Martes 23 DE Julio DE 2019
Opinión

La esquiva paz (I)

Resurgimiento de pugnas ideológicas.

Fecha de publicación: 22-12-16
Por: Mario Mérida

Compartiré en dos entregas la parte sustantiva de la ponencia presentada en el “Seminario regional la democracia, seguridad y derechos humanos verdad y justicia bases para la reconciliación nacional y consolidación de la democracia”; auspiciado por el Instituto Interamericano de Derechos Humanos, la Unión Europea y el Ministerio de la Defensa Nacional, en julio del 2004.

Inicié proponiendo un análisis del presente, para constatar que se estaban replicando los primeros años de la historia contemporánea (1944-1970). Que la agresión ideológica sustituyó la lucha armada, que se respaldó en las supuestas o reales causas del enfrentamiento armado. Enfaticé, que el escenario contemporáneo (julio/2004) presentaba indicadores claros que así lo advertían.
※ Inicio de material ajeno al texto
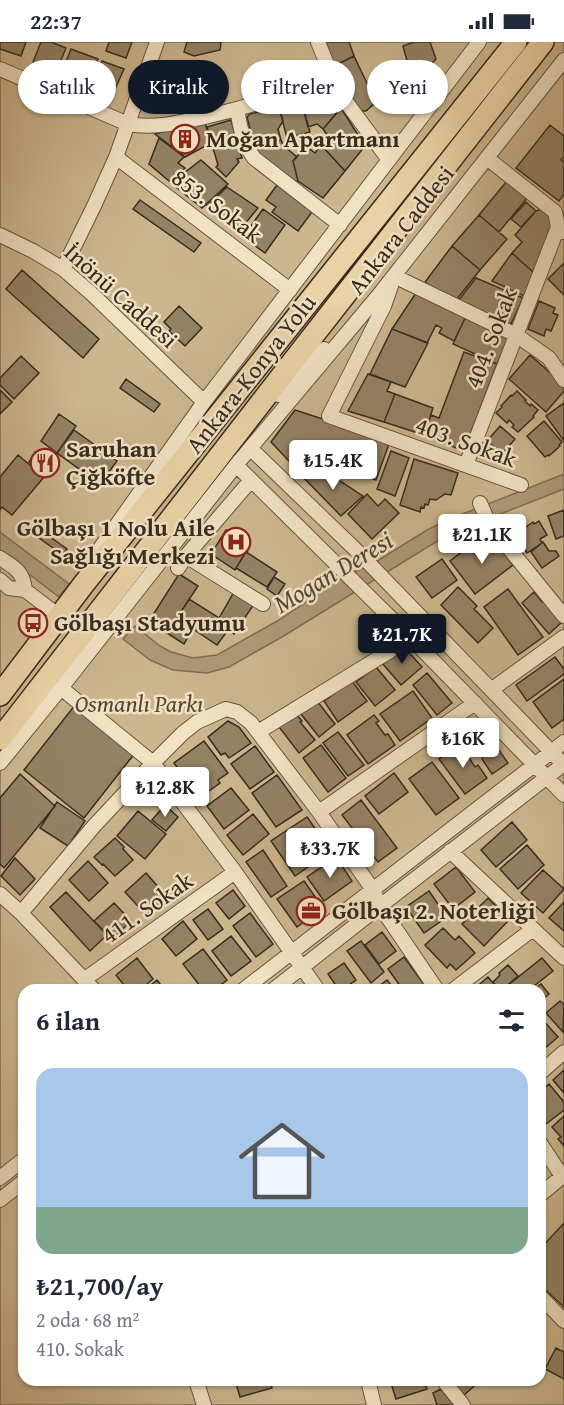 <!DOCTYPE html>
<html lang="tr">
<meta charset="utf-8">
<style>
body{margin:0;font-family:"Gentium Book Plus",serif;background:#f2f2f3;color:#1f2937;height:100vh;display:flex;flex-direction:column;font-size:22px;white-space:nowrap}
*{box-sizing:border-box;margin:0}
p{font-size:20px;color:#747a83}
.icon{flex:none;width:33px;height:33px;fill:none;stroke:currentColor;stroke-width:2;stroke-linecap:round;stroke-linejoin:round}
.map{position:relative;flex:1;overflow:hidden}
.panel{position:absolute;left:18px;top:942px;width:528px;height:402px;display:flex;flex-direction:column;background:#fff;border-radius:18px;box-shadow:0 2px 4px #0004}
.panel>*{flex:none}
.top-card{position:absolute;left:18px;top:18px;width:528px;height:54px;display:flex;gap:12px}
.price{position:absolute;translate:-50% -51px;padding:0 14px;border-radius:6px;background:#fff;color:#222;font-size:20px;line-height:39px;filter:drop-shadow(0 2px 3px #0008)}
.price::after{content:'';position:absolute;left:50%;top:36px;width:18px;height:14px;margin-left:-9px;background:inherit;clip-path:polygon(0 0,100% 0,50% 100%)}
.price.on{background:#111827;color:#fff}
ul{padding:0;list-style:none}
li{display:grid;align-content:center;gap:12px;height:318px;padding:0 18px}
li+li{border-top:2px solid #e0e1e3}
li span{display:grid;place-items:center;height:186px;border-radius:18px;color:#555}
li>.icon{margin-inline-start:auto}
span .icon{width:108px;height:108px;fill:#fffc;stroke-width:1}
li b{font-size:26px}
h2{display:flex;justify-content:space-between;align-items:center;height:72px;padding:0 18px;font-size:26px}
.pill{padding:0 21px;border-radius:27px;background:#fff;box-shadow:0 2px 4px #0004;font-size:21px;line-height:54px}
.pill.on{background:#111827;color:#fff}
.status{display:flex;justify-content:space-between;align-items:center;height:42px;padding:0 30px;background:#fff;direction:ltr}
.status svg{height:16px;fill:currentColor}
.map>svg:first-child{display:block}
.green{fill:#ccb68e;stroke:#827056;stroke-width:1.5;fill-rule:evenodd}
.water{fill:#ad9977;stroke:#7e6d54;stroke-width:1.5}
.building{fill:#948265;stroke:#372b1f;stroke-width:1.5}
.lines{fill:none;stroke-linecap:round;stroke-linejoin:round}
.minor-casing{stroke:#645540;stroke-width:16}
.highway-casing{stroke:#372b1f;stroke-width:24}
.minor{stroke:#f1e2c4;stroke-width:14}
.highway{stroke:#ead2a5;stroke-width:21}
.labels{text-anchor:middle;stroke-width:5;stroke-linejoin:round;paint-order:stroke}
.poi-label{font-size:24px;font-weight:bold;fill:#372b1f;stroke:#f1e2c4;text-anchor:start}
.street-label{font-size:24px;fill:#372b1f;stroke:#f1e2c4}
.park-label{font-size:24px;font-style:italic;fill:#554735;stroke:#f1e2c4}
.water-label{font-size:26px;font-style:italic;fill:#544635;stroke:#f1e2c4}
</style>
<div class="status"><b>22:37</b><svg viewBox="0 0 49 12"><path d="M0 12V9h3v3zM5 12V6h3v6zM10 12V3h3v9zM15 12V0h3v12zM26 1h20v11H26zM47 4h2v5h-2z"/></svg></div>
<div class="map">
<svg width="564" height="1363" viewBox="0 0 564 1363">
<rect width="100%" height="100%" fill="#ead2a5"/>
<filter id="stains"><feTurbulence type="fractalNoise" baseFrequency=".00333" numOctaves="4"/><feColorMatrix values="0 0 0 0 .2 0 0 0 0 .09 0 0 0 0 .02 0 0 0 .5 -.17"/></filter>
<radialGradient id="worn" r=".72"><stop offset=".6" stop-color="#630" stop-opacity="0"/><stop offset="1" stop-color="#630" stop-opacity=".3"/></radialGradient>
<path class="green" d="M0,0h564v1363h-564zM24,948h516v390h-516z"/>
<path class="water" d="M564,432v15l-117,46 -165,102 -53,30 -22,6 -34,-3 -23,-10 -27,-21 12,-13 25,20 11,6 22,6 24,-3 62,-35 64,-43 31,-14 53,-33 23,-11z
M0,490l69,52 -10,13 -59,-45z"/>
<path class="building" d="M0,0h26l-5,14 -21,-7z
M41,0h10l15,6 -10,24 -23,-10z
M109,0h23l-6,16 -20,-7z
M187,0h34l-1,8 -26,6 -10,-4z
M326,0h23l5,14 -22,11z
M414,0h16l6,17 -23,24 -10,-37z
M71,7l27,10 -10,25 -27,-10z
M354,14l22,46 -10,9h-10l-24,-44z
M102,19l22,8 -9,20 -8,2 -15,-5z
M330,50l1,3h3l3,5 2,10 -16,19 -6,-5 -9,3 -7,-27z
M301,58l9,32 -23,6 -8,-31z
M279,65l4,14 -5,8 3,11 -26,9 -8,-32 3,-3z
M341,66l24,38 -20,25 -24,-26 7,-9 -5,-7z
M204,77l7,24 -26,14 -30,-23z
M231,78l11,38 -5,1 2,3 -13,15 -10,-10 2,-2 -11,-38z
M550,83l14,11v21l-3,3 3,2v32l-5,7 -43,-33z
M159,96l25,19 -6,6 7,5 -16,13 -20,-17z
M281,98l3,6 13,11 -4,4 5,20 -6,1 -35,-27 -2,-6z
M321,103l24,26 -22,27 -25,-17 -5,-20 13,-15 9,7z
M201,118l27,24 -26,24 -31,-25z
M507,139l20,17 -28,34 -20,-17z
M281,141l34,25 -17,23 -26,-19 4,-5 -10,-7 11,-15 1,1z
M227,145l31,21 -19,23 -32,-25z
M140,158l61,43 -7,9 -61,-43z
M526,160l10,9 -15,16 -10,-8z
M263,167l22,16 -20,28 -22,-16z
M542,167l12,12 -19,53 -23,-21 10,-11 -7,-7 21,-24z
M479,173l28,24 -27,31 -28,-24z
M452,204l28,24 -27,34 -28,-22z
M512,211l23,21 -11,22 -32,-15z
M564,221v32l-16,-16z
M22,228l77,69 -16,19 -77,-69z
M476,236l47,20 -12,26 -53,-23z
M418,248l49,24 -13,27 -15,-8 3,-5 -6,-3 -9,18 -35,-14z
M539,259l16,7 -2,5 5,2 -7,16 -5,-2 -2,7 -16,-7z
M179,264l23,22 -17,18 -16,-15 2,-2 -7,-7z
M467,272l43,21 -13,29 -44,-20z
M392,287l36,14 -23,44 -35,-13z
M464,310l33,12 -33,87 -40,-16 7,-20 8,3z
M530,313l34,30v6l-18,21 -37,-33z
M21,314l18,17 -25,26 -14,-14v-7z
M368,332l23,8 -4,9 8,3 -11,28 -36,-11z
M126,337l34,25 -6,8 -34,-24z
M0,348l12,12 -12,12z
M517,349l9,9 -1,1 5,5 1,-2 7,6 -5,6 1,1 -16,15 -6,-5 2,-2 -5,-5 -2,3 -11,-10 6,-6 -1,-1 10,-11 1,1z
M395,352l38,14 -9,27 -40,-13z
M564,361v38l-18,-25z
M295,368l95,31 -14,39 -23,-8 2,-5 -25,-8 2,-6 -16,-6 -6,15 8,5 -13,11 -34,-36z
M59,372l17,12 -19,27 -16,-12z
M544,379l18,21 -3,3 1,1 -11,10 -1,-1 -3,2 -18,-21z
M500,384l15,13 -13,15 -15,-13z
M74,388l43,31 -17,23 -43,-31z
M391,409l18,7 -14,38 -18,-7z
M35,410l18,12 -9,9 -15,-11z
M18,413l26,22 -32,38 -10,-8 -2,3v-33z
M414,417l44,14 -7,22 -6,-1 -9,6 -6,-1 -2,6 -3,-1 -1,4 -3,-1 -1,5 -20,-7z
M319,425l44,29 -22,20 -37,-38z
M367,452l11,12 7,-7 14,14 -27,26 -24,-25z
M564,468v26l-8,3 -8,-23z
M539,479l8,14 -7,4 2,4 -15,10 -11,-19 17,-12 1,2z
M226,488l24,15 -15,25 -24,-16z
M43,490l24,17 -4,6 -24,-17z
M493,496l20,27 -38,29 -25,-33 21,-16 5,6z
M543,500l6,9h7l3,5 -17,12 -11,-16z
M246,510l31,20 -10,15 -31,-19z
M442,517l15,21 -25,18 -16,-21z
M179,532l19,12 -29,44 -18,-12z
M274,535l11,7 -8,12 -10,-7z
M458,545l19,19 -3,3 19,19 -15,15 -37,-38z
M508,547l35,48 -25,18 -34,-48z
M234,550l20,12 -20,30 -6,-4 -11,15 -40,-27 12,-19 30,19z
M534,550l8,10 2,-2 20,20 -15,14 -27,-31z
M176,578l16,10 -8,14 -17,-11z
M403,604l19,21 -21,18 -19,-22z
M555,615l9,12v5l-37,27 -11,-16z
M376,625l19,23 -20,16 -19,-24z
M427,631l25,30 -15,12 -24,-30z
M564,637v40l-12,9 -19,-26z
M352,639l15,20 -29,21 -14,-21z
M413,649l19,27 -32,23 -20,-27z
M317,659l18,23 -16,13 -18,-23z
M75,663l60,48 -51,65 -60,-48z
M296,672l6,7 -2,1 15,18 -16,13 -20,-26z
M374,673l5,6 -3,2 9,12 3,-1 7,11 -27,19 -21,-29z
M477,677l31,44 -16,11 -10,-15 1,-2 -8,-12 -2,1 -11,-16z
M228,679l11,6 12,16 -22,15 -4,-5 -4,2 -13,-18z
M338,690l26,33 -16,11 -25,-33z
M204,699l24,32 -10,7 2,3 -21,15 -25,-35z
M461,701l7,9 -2,1 9,14 3,-2 9,13 -22,16 -26,-35z
M321,703l25,33 -18,14 -25,-34z
M255,704l19,26 -24,17 -19,-25z
M432,720l27,36 -23,17 -27,-36z
M394,731l14,19 -29,22 -14,-18z
M20,732l35,32 -51,62 -4,-4v-66z
M277,733l25,35 -26,17 -24,-34z
M231,746l18,22 -25,19 -17,-23z
M361,758l36,48 -19,14 -36,-47z
M57,760l28,19 -17,25 -28,-18z
M165,763l13,12 -12,14 -14,-11z
M138,769l28,23 -21,25 -28,-23z
M253,772l16,20 -26,21 -16,-20z
M307,775l24,34 -36,25 -24,-35z
M512,780l15,18 -31,27 -15,-17z
M115,796l9,9 -1,2 10,11 -18,16 -12,-12 -1,1 -8,-8z
M527,803l17,20 -26,24 -18,-20z
M263,808l24,36 -16,11 -25,-35z
M336,815l16,24 -28,20 -17,-24z
M15,816l20,21 -15,16 -19,-19z
M88,819l20,22 -19,18 -20,-21z
M456,825l19,25 -22,17 -19,-25z
M543,828l21,19 -21,24 -22,-20z
M146,831l21,24 -21,18 -21,-23z
M304,839l19,27 -26,19 -20,-28z
M233,848l12,16 -16,13 -13,-16z
M429,849l18,26 -23,16 -18,-26z
M66,850l41,43 -17,16 -40,-44z
M488,856l21,22 -25,26 -22,-22z
M564,860v29l-15,-13z
M114,861l17,18 -19,18 -18,-18z
M208,867l15,20 -15,11 -15,-20z
M250,871l23,31 -17,13 -23,-31z
M183,879l14,18 -21,17 -14,-17z
M443,886l12,12 4,-4 16,17 -19,17 -6,-6 -3,4 -22,-23z
M382,890l14,19 -17,13 -14,-19z
M231,894l20,25 -20,15 -19,-25z
M361,899l23,31 -13,11 -24,-32z
M203,907l24,31 -13,10h-11l-20,-26z
M404,915l24,33h-25l-15,-21z
M137,916l16,21 -13,11h-12l-12,-15z
M542,916l11,13 -24,19h-19l-3,-4z
M344,921l12,17 -14,10h-3l-11,-16z
M508,923l10,11 -16,14h-2l-7,-8 7,-7 -1,-2z
M488,935l11,13h-26z
M157,938l7,9 -2,1h-17z
M387,938l8,10h-21z
M541,942l8,10 -9,8v-12h-7z
M560,959l4,4 -1,27 -17,-19z
M541,976l17,19 -14,12 -2,-2 -2,2v-30z
M564,1028v23l-11,-13z
M549,1042l15,18v8l-18,14 -6,-7v-25z
M564,1074v30l-6,-7 3,-2 -9,-10z
M564,1181v84l-24,-22v-36z
M556,1306l8,4v27l-19,-10z
M235,1338h35l2,8 -32,9z
M390,1338h33l4,9 -31,10z
M451,1338h30l-17,15z
M441,1347l13,16h-17l-4,-12z"/>
<g class="lines">
<g class="minor-casing">
<path id="minor" d="M318,0l15,37 11,20 45,61
M0,27l128,55c28,5 54,-2 81,-8 43,-10 83,-23 124,-37
M237,67c3,18 6,34 17,49l86,67
M116,115l174,133
M487,116l68,54 3,15 6,5
M0,193l33,16 30,18 29,25 112,108
M63,227l31,-63 22,-49 41,-115
M394,234l122,59 33,23 15,22
M391,244l-7,20 -55,110 192,69
M278,353l46,-46
M250,406l108,104 206,213
M236,423l175,173 153,157
M466,423l92,-238
M480,461l7,16
M495,489l69,85
M101,505l103,-145 275,-360
M186,514l77,48
M0,516c15,10 23,13 25,32
M178,526l8,-12 65,-76
M0,538l9,8 16,2 34,26
M61,646l92,75 82,109 83,118
M491,648l73,-53
M258,690l153,-94
M0,721l61,-75 175,-223 142,-169 186,-236
M319,770l156,-109
M450,809l114,107
M0,852l21,19 73,77
M21,871l73,-87 59,-63 30,-30 14,-11 29,-13 11,3 14,11 68,89 54,78 7,16 57,84
M85,937l150,-107
M243,948l321,-248
M273,948l107,-84 184,-142
M453,948l80,-61
M540,1031l24,-21
M540,1101l22,33
M0,1136l24,-19
M540,1153l24,-20
M0,1158l24,-19
M540,1254l24,25
M196,1338l8,25
M368,1338l6,25
M443,1338l20,25"/>
</g>
<g class="highway-casing">
<path id="highway" d="M0,653l83,-110 433,-543
M0,697l305,-393 238,-304"/>
</g>
<use href="#minor" class="minor"/>
<use href="#highway" class="highway"/>
</g>
<defs>
<g id="building-ring" transform="scale(1.5)"><circle r="9.5" fill="#f1e2c4" stroke="#8f2418" stroke-width="1.5"/><path d="M-4-6H4V6H1V3H-1V6H-4ZM-2.5-4.3h1.7v1.8h-1.7ZM.8-4.3h1.7v1.8H.8ZM-2.5-1h1.7V.8h-1.7ZM.8-1h1.7V.8H.8Z" fill="#8f2418"/></g>
<g id="restaurant-ring" transform="scale(1.5)"><circle r="9.5" fill="#f1e2c4" stroke="#8f2418" stroke-width="1.5"/><path d="M-5-6h1v4h1v-4h1v4h1v-4h1v5L-1.5 .5V6h-2V.5L-5-1ZM5-6V6H3V1.5H1.5Q1.5-4 5-6Z" fill="#8f2418"/></g>
<g id="hospital-ring" transform="scale(1.5)"><circle r="9.5" fill="#f1e2c4" stroke="#8f2418" stroke-width="1.5"/><path d="M-5-5h3v3.5h4V-5h3V5h-3V1.5h-4V5h-3Z" fill="#8f2418"/></g>
<g id="bus-ring" transform="scale(1.5)"><circle r="9.5" fill="#f1e2c4" stroke="#8f2418" stroke-width="1.5"/><path d="M-5-6H5V4H4V6H2V4H-2V6H-4V4H-5ZM-3.5-4V0h7V-4ZM-3.5 1.2v1.5H-2V1.2ZM2 1.2v1.5H3.5V1.2Z" fill="#8f2418"/></g>
<g id="office-ring" transform="scale(1.5)"><circle r="9.5" fill="#f1e2c4" stroke="#8f2418" stroke-width="1.5"/><path d="M-6-3h4V-5.5h4V-3h4V5H-6ZM-1-4.5V-3h2v-1.5ZM-6 0V1H6V0Z" fill="#8f2418"/></g>
</defs>
<g fill-rule="evenodd">
<use href="#building-ring" x="185" y="97"/>
<use href="#restaurant-ring" x="45" y="421"/>
<use href="#hospital-ring" x="236" y="500"/>
<use href="#bus-ring" x="33" y="581"/>
<use href="#office-ring" x="311" y="869"/>
</g>
<g class="labels">
<g class="poi-label">
<text x="206" y="105">Moğan Apartmanı</text>
<text x="66" y="415">Saruhan<tspan x="66" dy="28">Çiğköfte</tspan></text>
<text x="215" y="494" text-anchor="end">Gölbaşı 1 Nolu Aile<tspan x="215" dy="28">Sağlığı Merkezi</tspan></text>
<text x="54" y="589">Gölbaşı Stadyumu</text>
<text x="332" y="877">Gölbaşı 2. Noterliği</text>
</g>
<g class="street-label">
<text transform="translate(217 164) rotate(37)" y="8">853. Sokak</text>
<text transform="translate(401 188) rotate(-52)" y="8">Ankara Caddesi</text>
<text transform="translate(121 254) rotate(42)" y="8">İnönü Caddesi</text>
<text transform="translate(491 296) rotate(-69)" y="8">404. Sokak</text>
<text transform="translate(251 332) rotate(-52)" y="8">Ankara-Konya Yolu</text>
<text transform="translate(466 400) rotate(20)" y="8">403. Sokak</text>
<text transform="translate(147 866) rotate(-35)" y="8">411. Sokak</text>
</g>
<g class="park-label">
<text x="139" y="670">Osmanlı Parkı</text>
</g>
<g class="water-label">
<text transform="translate(333 530) rotate(-31)" y="9">Mogan Deresi</text>
</g>
</g>
<rect width="100%" height="100%" filter="url(#stains)"/>
<rect width="100%" height="100%" fill="url(#worn)"/>
</svg>
<b class="price" style="left:333px;top:449px">₺15.4K</b>
<b class="price" style="left:482px;top:523px">₺21.1K</b>
<b class="price on" style="left:402px;top:623px">₺21.7K</b>
<b class="price" style="left:463px;top:727px">₺16K</b>
<b class="price" style="left:165px;top:776px">₺12.8K</b>
<b class="price" style="left:330px;top:837px">₺33.7K</b>
<div class="top-card">
<a class="pill">Satılık</a>
<a class="pill on">Kiralık</a>
<a class="pill">Filtreler</a>
<a class="pill">Yeni</a>
</div>
<section class="panel">
<h2>6 ilan<svg class="icon" aria-label="filters" viewBox="0 0 24 24"><path d="M4 7h16M4 17h16"/><circle cx="9" cy="7" r="2"/><circle cx="15" cy="17" r="2"/></svg></h2>
<ul>
<li><span style="background:linear-gradient(#a9c7e8 75%,#7fa58c 0)"><svg class="icon" aria-label="home" viewBox="0 0 24 24"><path d="M3 11l9-7 9 7M6 9v11h12V9"/></svg></span><div><b>₺21,700/ay</b><p>2 oda · 68 m²</p><p>410. Sokak</p></div></li>
</ul>
</section>
</div>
Entre las particularidades relativas al tema central del seminario regional, estaban presentes: “Resurgimiento de pugnas ideológicas extremas entre miembros de las antiguas partes en conflicto; La intensa búsqueda de la condena mediática por parte del grupo ligado a la izquierda versus la libre aplicación de la justicia; El cuestionamiento de la calidad moral de quienes aducen haber sido víctimas, que justificaron su actuar ilegal en las precarias condiciones socioeconómicas y políticas del pasado; El rechazo por antiguos militantes de los grupos armados del principio de inocencia normado en la Constitución; La resistencia de aceptar la idea, que la verdad, no es la que cada uno de nosotros desea; El interés por la institucionalización de la responsabilidad colectiva, objetando una visión similar de su contraparte; La desconfianza de las partes antiguamente en conflicto hacia el sistema de justicia, no solo por su mediocridad y corrupción sino también por su alto nivel de politización; La constante denuncia mediática como instrumento para ejercer presión hacia los juzgadores” y, en la actualidad la criminalización de la formación y profesión militar. Transcurridos doce años, lo expuesto en esa oportunidad se ha profundizado.

Tema medular fue la verdad y la justicia, que: “Debían de ser vistas como un binomio perfecto, porque es a partir de la certeza de que un hecho es verdadero –comprobable–, que el juzgador puede impartir justicia imparcialmente. Sin embargo, en la práctica esto no es posible”. Porque se ejercen presiones para que las opiniones y los señalamientos se acepten como verdades irrefutables, atentando contra la obligada ética del juzgador.